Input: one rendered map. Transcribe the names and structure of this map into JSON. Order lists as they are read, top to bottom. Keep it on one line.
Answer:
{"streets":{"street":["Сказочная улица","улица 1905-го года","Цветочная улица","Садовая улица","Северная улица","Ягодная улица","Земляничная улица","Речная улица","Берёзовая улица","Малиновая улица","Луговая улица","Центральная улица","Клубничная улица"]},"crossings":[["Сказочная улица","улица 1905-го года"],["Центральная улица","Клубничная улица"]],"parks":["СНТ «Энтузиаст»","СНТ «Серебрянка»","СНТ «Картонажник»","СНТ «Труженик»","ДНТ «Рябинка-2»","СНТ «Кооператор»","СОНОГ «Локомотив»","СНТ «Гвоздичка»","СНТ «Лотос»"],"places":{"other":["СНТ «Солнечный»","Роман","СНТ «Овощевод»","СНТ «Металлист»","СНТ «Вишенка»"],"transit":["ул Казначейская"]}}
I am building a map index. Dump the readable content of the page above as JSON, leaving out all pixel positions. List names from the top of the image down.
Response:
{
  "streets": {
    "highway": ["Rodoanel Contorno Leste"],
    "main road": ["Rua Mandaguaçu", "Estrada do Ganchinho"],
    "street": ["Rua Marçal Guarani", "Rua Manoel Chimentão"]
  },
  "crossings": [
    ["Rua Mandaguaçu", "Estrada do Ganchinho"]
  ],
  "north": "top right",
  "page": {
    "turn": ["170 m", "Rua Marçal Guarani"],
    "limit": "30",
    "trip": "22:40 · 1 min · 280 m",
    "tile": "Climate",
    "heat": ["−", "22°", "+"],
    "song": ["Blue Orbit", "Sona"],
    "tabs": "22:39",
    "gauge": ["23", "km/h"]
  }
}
┄┄┄┄┄┄
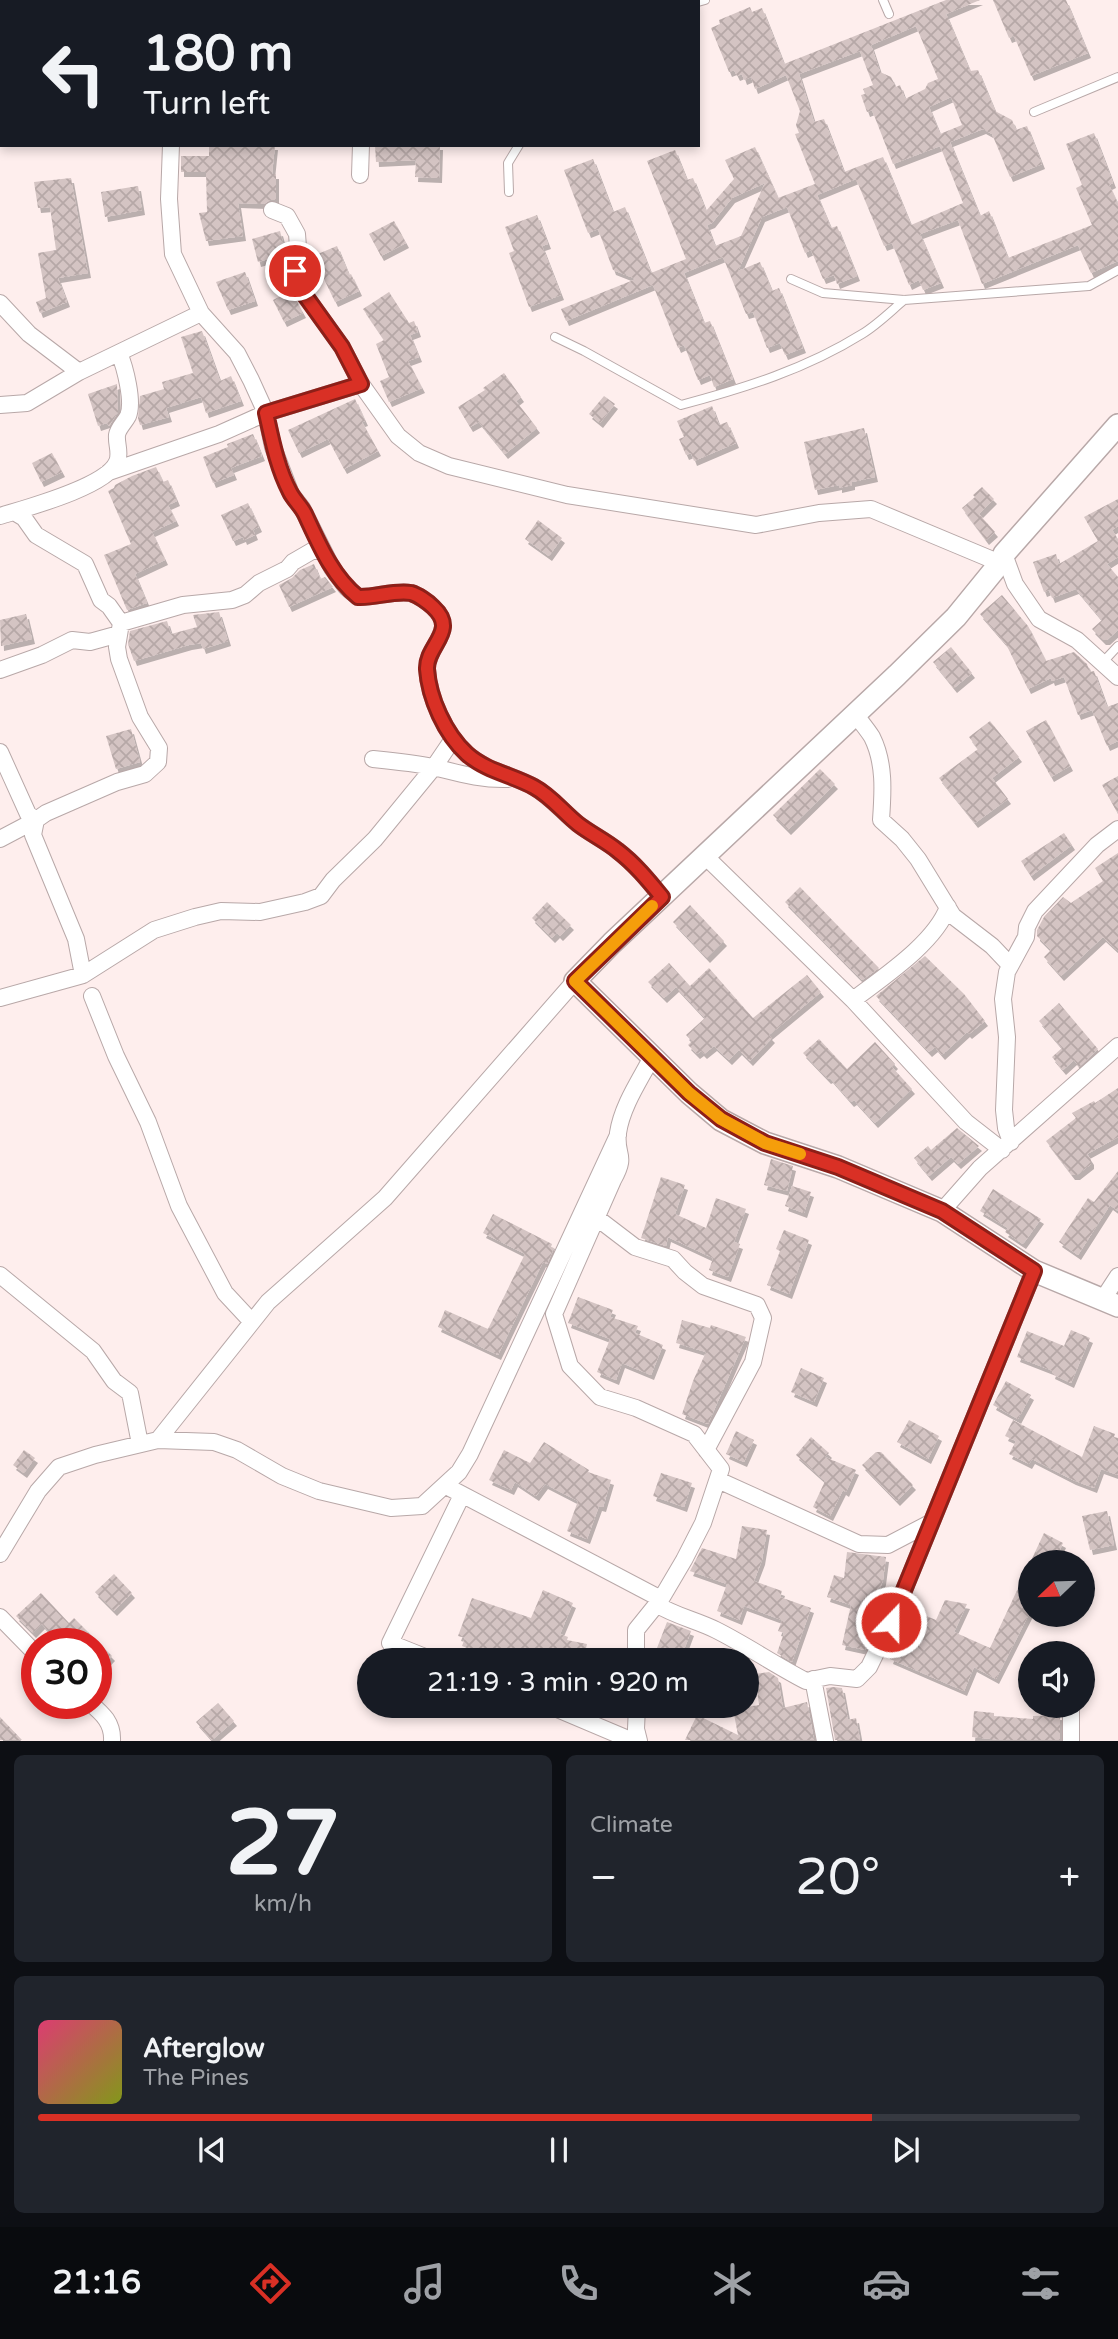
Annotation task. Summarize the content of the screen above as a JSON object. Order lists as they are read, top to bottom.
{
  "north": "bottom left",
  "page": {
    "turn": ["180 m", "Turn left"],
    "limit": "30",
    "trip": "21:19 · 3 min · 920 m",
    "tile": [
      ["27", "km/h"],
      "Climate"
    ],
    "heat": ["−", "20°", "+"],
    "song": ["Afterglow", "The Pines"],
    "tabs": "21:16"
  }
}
┄┄┄┄┄┄
### [Instructions for the task]
Lines with "names" in the records above: copy every one of them.

### [Solution to this problem]
Input: one rendered map. Transcribe the names and structure of this map into JSON. Order lists as they are read, top to bottom. Keep it on one line.
I am building a map index. Dump the readable content of the page above as JSON, leaving out all pixel positions. List names from the top of the image down.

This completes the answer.